Un parallèle entre " pointeurs " et femmes infanticides peut donc en partie être établi. A notre connaissance, il n’y a pas de mot spécifique pour désigner ces mères défaillantes2. Mais si la charge stigmatisante est comparable, le rejet est différent. Surtout, à aucun moment on ne nous a fait part d’abus sexuel contre elles. Ceci nous conforte dans nos hypothèses sur la nature sexuée (liée au genre) des punitions et brimades infligées en détention, aux femmes comme aux hommes.

4.2. Les rapports à la sexualité en détention

Autant le discours sur, ou autour de la sexualité, est central, omniprésent, structurateur de l’ensemble des relations sociales dans les prisons d’hommes, autant ici, dans les témoignages de femmes, elle retrouve un statut privé. Ni la sexualité, ni le discours sur la sexualité ne sont centraux dans le discours sur le mode de vie entre détenues :

" La sexualité ? C’est vrai qu’on en parlait même pas entre nous, même entre les filles. Moi je crois que je n’étais pas non plus suffisamment proche de beaucoup de monde, et c’est vrai qu’on mettait aussi pas mal de distance par rapport à toutes les filles qu’il y avait. Il y avait vraiment des cas pas possibles, et c’est vrai que c’était tellement noyé au milieu des problèmes que bon, pff, ça ne vient pas trop à l’esprit " (ex-détenue).

Par contre, le manque de l’autre semble prendre une dimension éminemment problématique. A côté du discours de certaines femmes affirmant que, là aussi, les femmes sont différentes, d’autres plus nombreuses nous expliquent l’absence et ses conséquences et notamment pour certaines, le rapprochement avec tous les hommes possibles qui côtoient la détention :

" De toute façon les femmes en prison, par rapport aux mecs, elles n’éprouvent pas ce besoin de l’autre, c’est plus des complicités, des relations d’amitié, d’affinités, de choses comme ça, par rapport aux mecs qui ont peut-être la photo de leur femme, ou des bouquins, des magazines pornos, il y en a peut-être qui en achètent, je ne sais pas. Les nanas n’éprouvent pas du tout, à moins que ce soit une nympho, mais c’est plus des relations comme ça entre femmes... " (ex-détenue).

" Remarque, quelquefois tu te demandes, enfin, ce n’est pas que tu te demandes, mais je sais que je me suis retrouvée avec une mère maquerelle, par exemple, j’ai eu le droit à plein d’histoires. C’était pareil, tu avais beaucoup de nanas qui étaient là pour la prostitution, mais indirectement liées parce qu’elle prenaient de la dope donc il fallait bien qu’elles se fassent de la tune, quoi. Donc c’était quand même mecs (rire), ce n’était pas trop nanas, enfin nanas entre nanas " (ex-détenue).

C’est ce manque qui incite à l’élaboration d’un ensemble de stratégies pour communiquer avec les hommes. Ce qui est observable dans plusieurs prisons où on nous a décrit les parades que cela peut provoquer. Quand les prisons de femmes et d’hommes se font face, les détenu-e-s peuvent échanger de vive voix :

" R : Quand on parle avec eux, euh_ les hommes, en plus les hommes c’est, ouais c’est : "viens me tirer une pipe". Enfin, non. C’est pas "viens me tirer une pipe" c’est euh... "Tu me tireras une pipe". Parce que c’est pas "viens" parce que, on sait tous que c’est impossible. C’est : "comment tu t’appelles ?", "tu peux m’écrire ?"...

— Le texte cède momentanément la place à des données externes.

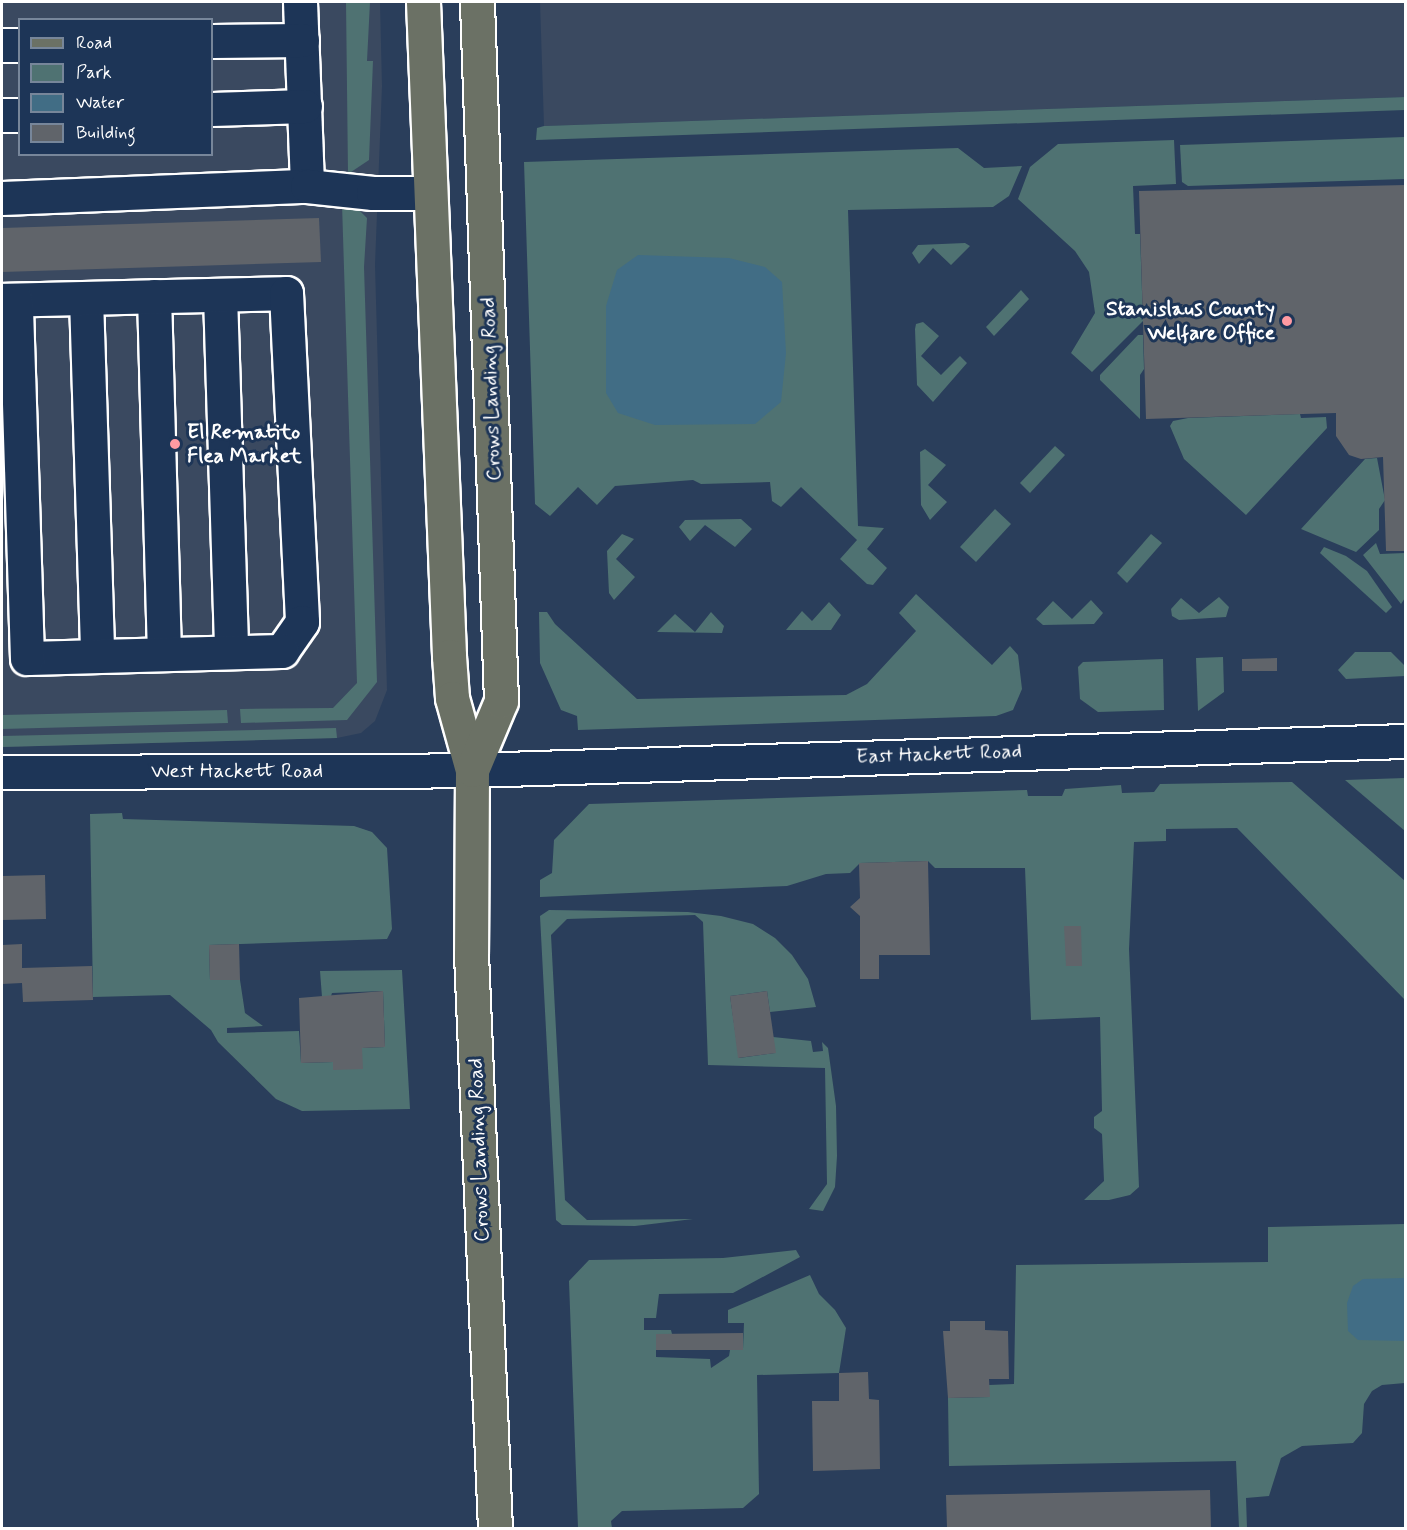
<!DOCTYPE html>
<html>
<head>
<meta charset="utf-8">
<style>
  body { margin:0 }
  #map { position:relative; width:1407px; height:1530px; overflow:hidden; background:#2a3e5b; font-family:Mynerve,sans-serif }
  div>[style] { position:absolute }
  .built>* { inset:0; background:#3a4960 }
  .green>* { inset:0; background:#4f7272 }
  .water>* { inset:0; background:#416d85 }
  .building>* { inset:0; background:#60646a }
  .roads { filter:drop-shadow(2px 0 #fff) drop-shadow(-2px 0 #fff) drop-shadow(0 2px #fff) drop-shadow(0 -2px #fff) }
  .minor>* { height:33px; margin:-16.5px; padding:0 16.5px; transform-origin:16.5px; border-radius:16.5px; background:#1d3557 }
  .major>* { height:33px; margin:-16.5px; padding:0 16.5px; transform-origin:16.5px; border-radius:16.5px; background:#6b7165 }
  .dots>* { width:16px; height:16px; translate:-50% -50%; box-sizing:border-box; border:3px solid #1d3557; border-radius:50% }
  span { translate:-50% -50%; white-space:nowrap; text-align:center; line-height:1.15; -webkit-text-stroke:6px #1d3557; paint-order:stroke }
  .poi-label { font-size:21px; color:#fff; font-weight:700 }
  .right { translate:-100% -50%; text-align:right }
  .left { translate:0 -50%; text-align:left }
  .street-label { font-size:21px; color:#fff }
  .frame { position:absolute; inset:0; border:3px solid #fff; pointer-events:none }
  .legend { position:absolute; left:18px; top:18px; width:195px; height:138px; box-sizing:border-box; background:#1d3557; border:2px solid #77869a; margin:0; padding:8px 10px; list-style:none; font-size:18px; color:#fff }
  .legend li { display:flex; align-items:center; gap:12px; height:30px }
  .legend b { width:30px; border:2px solid #77869a }
</style>
</head>
<body>
<div id="map">
  <div class="built">
    <i style="clip-path:polygon(evenodd,2px 2px,380px 2px,382px 86px,375px 265px,387px 690px,375px 721px,361px 733px,337px 738px,2px 747px,2px 2px,20px 20px,212px 20px,212px 154px,20px 154px,20px 20px)"></i>
    <i style="clip-path:polygon(540px 2px,1405px 2px,1405px 97px,544px 126px)"></i>
  </div>
  <div class="green">
    <i style="clip-path:polygon(346px 2px,370px 2px,367px 61px,373px 61px,369px 160px,348px 174px)"></i>
    <i style="clip-path:polygon(1406px 97px,1405px 110px,536px 140px,537px 128px,544px 126px)"></i>
    <i style="clip-path:polygon(1405px 137px,1405px 179px,1188px 186px,1182px 182px,1180px 145px)"></i>
    <i style="clip-path:polygon(1174px 140px,1176px 184px,1133px 186px,1135px 234px,1140px 234px,1143px 321px,1092px 372px,1071px 353px,1095px 313px,1089px 272px,1075px 251px,1018px 199px,1030px 167px,1058px 144px)"></i>
    <i style="clip-path:polygon(958px 148px,984px 168px,1022px 166px,1009px 196px,993px 207px,848px 210px,858px 526px,884px 528px,867px 549px,887px 568px,873px 585px,867px 584px,840px 559px,857px 540px,801px 487px,781px 507px,772px 501px,770px 482px,701px 484px,693px 480px,615px 486px,597px 505px,578px 487px,550px 516px,535px 504px,524px 162px)"></i>
    <i style="clip-path:polygon(342px 204px,360px 211px,367px 218px,364px 267px,377px 682px,347px 720px,241px 723px,240px 709px,333px 708px,357px 683px)"></i>
    <i style="clip-path:polygon(965px 243px,970px 246px,951px 265px,933px 248px,919px 264px,912px 253px,918px 245px)"></i>
    <i style="clip-path:polygon(1021px 290px,1029px 299px,994px 336px,986px 327px)"></i>
    <i style="clip-path:polygon(923px 322px,939px 336px,921px 356px,941px 375px,960px 356px,967px 363px,933px 402px,917px 385px,915px 329px,916px 324px)"></i>
    <i style="clip-path:polygon(1138px 335px,1143px 335px,1144px 369px,1140px 375px,1140px 419px,1100px 380px,1100px 375px)"></i>
    <i style="clip-path:polygon(1300px 414px,1301px 418px,1326px 417px,1327px 428px,1246px 515px,1184px 459px,1170px 426px,1173px 421px,1188px 418px)"></i>
    <i style="clip-path:polygon(1055px 446px,1065px 455px,1030px 493px,1020px 483px)"></i>
    <i style="clip-path:polygon(925px 449px,946px 465px,928px 485px,947px 502px,930px 520px,921px 505px,920px 452px)"></i>
    <i style="clip-path:polygon(1377px 458px,1385px 500px,1379px 509px,1379px 530px,1356px 552px,1301px 529px,1365px 459px)"></i>
    <i style="clip-path:polygon(995px 509px,1011px 524px,976px 562px,960px 547px)"></i>
    <i style="clip-path:polygon(741px 519px,752px 529px,735px 547px,705px 525px,690px 541px,679px 527px,685px 520px)"></i>
    <i style="clip-path:polygon(622px 534px,634px 539px,616px 559px,635px 577px,614px 600px,609px 593px,607px 551px)"></i>
    <i style="clip-path:polygon(1151px 534px,1162px 543px,1127px 583px,1117px 573px)"></i>
    <i style="clip-path:polygon(1376px 543px,1380px 554px,1405px 553px,1405px 598px,1401px 604px,1363px 555px)"></i>
    <i style="clip-path:polygon(1324px 547px,1346px 556px,1367px 571px,1392px 607px,1386px 613px,1320px 553px)"></i>
    <i style="clip-path:polygon(916px 594px,992px 665px,1010px 646px,1018px 655px,1022px 689px,1013px 710px,996px 716px,578px 730px,577px 716px,561px 710px,540px 663px,539px 612px,547px 612px,555px 624px,637px 699px,846px 695px,867px 684px,916px 631px,899px 613px)"></i>
    <i style="clip-path:polygon(1219px 597px,1229px 607px,1226px 617px,1179px 620px,1172px 616px,1171px 609px,1181px 598px,1199px 613px)"></i>
    <i style="clip-path:polygon(1091px 600px,1103px 613px,1094px 624px,1043px 625px,1036px 619px,1053px 601px,1072px 619px)"></i>
    <i style="clip-path:polygon(829px 602px,841px 615px,831px 630px,786px 630px,802px 611px,812px 621px)"></i>
    <i style="clip-path:polygon(711px 612px,724px 626px,722px 633px,657px 632px,675px 614px,695px 632px)"></i>
    <i style="clip-path:polygon(1355px 652px,1391px 652px,1405px 666px,1405px 676px,1346px 679px,1338px 670px)"></i>
    <i style="clip-path:polygon(1223px 657px,1224px 692px,1198px 711px,1196px 658px)"></i>
    <i style="clip-path:polygon(1163px 659px,1164px 710px,1098px 712px,1080px 699px,1078px 667px,1083px 662px)"></i>
    <i style="clip-path:polygon(227px 710px,228px 723px,2px 729px,2px 715px)"></i>
    <i style="clip-path:polygon(336px 728px,337px 738px,2px 747px,2px 736px)"></i>
    <i style="clip-path:polygon(1405px 778px,1405px 831px,1345px 780px)"></i>
    <i style="clip-path:polygon(1292px 782px,1405px 881px,1405px 1000px,1237px 828px,1166px 829px,1166px 841px,1134px 842px,1129px 949px,1139px 1187px,1130px 1195px,1109px 1200px,1084px 1200px,1104px 1181px,1102px 1134px,1094px 1128px,1094px 1117px,1102px 1111px,1100px 1017px,1031px 1020px,1025px 868px,935px 868px,928px 861px,860px 863px,850px 873px,826px 874px,787px 886px,540px 897px,540px 880px,552px 873px,554px 840px,589px 804px,1027px 790px,1028px 796px,1062px 796px,1065px 789px,1121px 785px,1122px 793px,1154px 792px,1160px 784px)"></i>
    <i style="clip-path:polygon(122px 813px,123px 819px,354px 826px,372px 832px,387px 848px,392px 929px,387px 939px,209px 945px,210px 980px,240px 980px,245px 1013px,263px 1026px,227px 1028px,227px 1033px,299px 1031px,301px 1063px,333px 1062px,362px 1048px,385px 1047px,383px 991px,332px 993px,331px 996px,322px 997px,320px 971px,402px 970px,410px 1109px,302px 1111px,276px 1099px,218px 1042px,211px 1030px,170px 995px,93px 997px,90px 814px)"></i>
    <i style="clip-path:polygon(549px 910px,688px 912px,721px 916px,753px 924px,775px 938px,792px 955px,808px 979px,816px 1007px,770px 1012px,767px 991px,730px 996px,739px 1058px,775px 1053px,773px 1037px,811px 1041px,813px 1052px,823px 1051px,822px 1042px,828px 1048px,836px 1106px,837px 1156px,835px 1187px,823px 1211px,809px 1209px,827px 1184px,825px 1068px,708px 1065px,703px 922px,695px 915px,567px 919px,551px 935px,565px 1200px,587px 1220px,693px 1219px,635px 1226px,562px 1225px,556px 1220px,540px 916px)"></i>
    <i style="clip-path:polygon(1405px 1224px,1405px 1383px,1382px 1385px,1372px 1391px,1364px 1404px,1362px 1433px,1353px 1443px,1302px 1446px,1281px 1458px,1269px 1496px,1246px 1498px,1247px 1528px,1239px 1528px,1236px 1461px,949px 1466px,948px 1398px,989px 1397px,989px 1385px,1014px 1384px,1016px 1265px,1268px 1262px,1268px 1227px)"></i>
    <i style="clip-path:polygon(796px 1250px,800px 1257px,733px 1293px,659px 1294px,656px 1318px,644px 1318px,644px 1330px,671px 1330px,672px 1334px,656px 1334px,656px 1357px,710px 1359px,711px 1368px,729px 1356px,730px 1350px,743px 1349px,744px 1323px,728px 1323px,728px 1310px,810px 1275px,819px 1294px,835px 1310px,846px 1328px,839px 1373px,757px 1375px,759px 1494px,743px 1508px,622px 1511px,611px 1521px,612px 1528px,578px 1528px,569px 1281px,589px 1260px,723px 1258px)"></i>
  </div>
  <div class="water">
    <i style="clip-path:polygon(638px 255px,729px 258px,765px 267px,782px 282px,786px 353px,781px 402px,755px 424px,655px 425px,618px 413px,606px 393px,606px 306px,617px 270px)"></i>
    <i style="clip-path:polygon(1405px 1278px,1405px 1341px,1358px 1340px,1348px 1331px,1347px 1303px,1353px 1286px,1363px 1279px)"></i>
  </div>
  <div class="building">
    <i style="clip-path:polygon(1406px 185px,1406px 551px,1386px 551px,1383px 457px,1361px 459px,1349px 455px,1336px 436px,1336px 413px,1146px 419px,1139px 191px)"></i>
    <i style="clip-path:polygon(319px 218px,321px 262px,2px 272px,2px 228px)"></i>
    <i style="clip-path:polygon(1277px 658px,1277px 671px,1242px 671px,1242px 659px)"></i>
    <i style="clip-path:polygon(928px 861px,930px 955px,879px 955px,879px 979px,860px 979px,860px 916px,850px 907px,860px 898px,859px 863px)"></i>
    <i style="clip-path:polygon(45px 875px,46px 919px,2px 920px,2px 876px)"></i>
    <i style="clip-path:polygon(1064px 926px,1081px 926px,1082px 966px,1066px 966px)"></i>
    <i style="clip-path:polygon(22px 944px,22px 968px,92px 966px,93px 1000px,23px 1002px,22px 983px,2px 984px,2px 945px)"></i>
    <i style="clip-path:polygon(239px 944px,240px 980px,210px 980px,209px 945px)"></i>
    <i style="clip-path:polygon(383px 991px,385px 1047px,362px 1048px,363px 1069px,333px 1070px,333px 1062px,301px 1063px,299px 998px)"></i>
    <i style="clip-path:polygon(767px 991px,776px 1053px,738px 1058px,730px 996px)"></i>
    <i style="clip-path:polygon(950px 1321px,985px 1321px,985px 1330px,1008px 1331px,1009px 1379px,989px 1379px,990px 1397px,948px 1398px,943px 1331px,950px 1331px)"></i>
    <i style="clip-path:polygon(743px 1333px,743px 1350px,656px 1350px,656px 1334px)"></i>
    <i style="clip-path:polygon(868px 1372px,869px 1399px,879px 1400px,880px 1469px,813px 1471px,812px 1401px,839px 1401px,839px 1373px)"></i>
    <i style="clip-path:polygon(1210px 1490px,1211px 1528px,947px 1528px,946px 1495px)"></i>
  </div>
  <div class="roads">
    <div class="minor">
      <i style="left:300px;top:2px;width:184px;rotate:87.8deg"></i>
      <i style="left:212px;top:41px;width:90px;rotate:-0.6deg"></i>
      <i style="left:2px;top:45px;width:18px"></i>
      <i style="left:212px;top:109px;width:93px;rotate:-1.8deg"></i>
      <i style="left:2px;top:115px;width:18px"></i>
      <i style="left:2px;top:198px;width:305px;rotate:-2.3deg"></i>
      <i style="left:307px;top:186px;width:66px;rotate:6.1deg"></i>
      <i style="left:373px;top:193px;width:57px"></i>
      <i style="left:220px;top:295px;width:357px;rotate:88.2deg"></i>
      <i style="left:154px;top:296px;width:358px;rotate:88.4deg"></i>
      <i style="left:86px;top:298px;width:357px;rotate:88.2deg"></i>
      <i style="left:2px;top:300px;width:284px;rotate:-1.4deg"></i>
      <i style="left:286px;top:293px;width:329px;rotate:87.2deg"></i>
      <i style="left:302px;top:622px;width:35px;rotate:125deg"></i>
      <i style="left:282px;top:651px;width:255px;rotate:178.4deg"></i>
      <i style="left:27px;top:658px;width:357px;rotate:-91.8deg"></i>
      <i style="left:2px;top:772px;width:470px;rotate:-0.2deg"></i>
      <i style="left:472px;top:770px;width:934px;rotate:-1.78deg"></i>
    </div>
    <div class="major">
      <i style="left:423px;top:2px;width:655px;rotate:87.72deg"></i>
      <i style="left:449px;top:656px;width:42px;rotate:85.9deg"></i>
      <i style="left:452px;top:698px;width:75px;rotate:74.5deg"></i>
      <i style="left:472px;top:770px;width:184px;rotate:90.3deg"></i>
      <i style="left:471px;top:954px;width:575px;rotate:87.61deg"></i>
      <i style="left:472px;top:770px;width:75px;rotate:-67.2deg"></i>
      <i style="left:501px;top:701px;width:699px;rotate:-91.97deg"></i>
    </div>
  </div>
  <div class="dots">
    <i style="left:1287px;top:321px;background:#ff9aa2"></i>
    <i style="left:175px;top:444px;background:#ff9aa2"></i>
  </div>
  <div class="poi-label">
    <span class="right" style="left:1275px;top:321px">Stanislaus County<br>Welfare Office</span>
    <span class="left" style="left:187px;top:444px">El Rematito<br>Flea Market</span>
  </div>
  <div class="street-label">
    <span style="left:491px;top:389px;rotate:-92deg">Crows Landing Road</span>
    <span style="left:939px;top:754px;rotate:-2deg">East Hackett Road</span>
    <span style="left:237px;top:771px">West Hackett Road</span>
    <span style="left:479px;top:1150px;rotate:-92deg">Crows Landing Road</span>
  </div>
  <div class="frame"></div>
  <ul class="legend">
  <li><b style="height:8px;background:#6b7165"></b>Road</li>
  <li><b style="height:16px;background:#4f7272"></b>Park</li>
  <li><b style="height:16px;background:#416d85"></b>Water</li>
  <li><b style="height:16px;background:#60646a"></b>Building</li>
  </ul>
</div>
</body>
</html>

I : C’est quoi les réactions des femmes ?

R : C’est pareil : "Comment tu t’appelles ?" Et puis parfois, c’est_ "ça va pas non, va te faire enculer"... Des trucs comme ça " (ex-détenue).

" Enfin moi, ce que j’ai entendu quand même comme histoire, pendant que j’étais là, c’est qu’il y avait une nana en particulier qui était dans une cellule qui donnait sur les cellules des mecs, et je savais que régulièrement elle se mettait seins nus à la fenêtre, et bon elle nous racontait des histoires (rire) ; les mecs mataient, et elle nous racontait "ouais, les mecs, j’ai vu ça, il y en a un qui se fait enculer", tout ça, enfin bon, ça faisait de l’effet, et elle de son côté par contre je ne sais pas du tout comment elle réagissait. Enfin bon, ça devait bien lui plaire quand même, hein (rire) " (ex-détenue).

Les discours entre femmes sur les hommes peuvent en outre constituer des supports destinés à pallier à l’absence masculine :

" Valérie par exemple me racontait que la première fille avec qui elle était quand elle est arrivée en prison n’arrêtait pas de lui raconter ces histoires, parce que c’était une prostituée, mais de luxe, et donc elle lui racontait ses histoires dans les salons, tout ce qui s’était passé avec les mecs et tout ça. Bon, apparemment ça la branchait bien, ça devait lui manquer peut-être aussi (rire), ou c’était une façon de se valoriser, je n’en sais rien " (ex-détenue).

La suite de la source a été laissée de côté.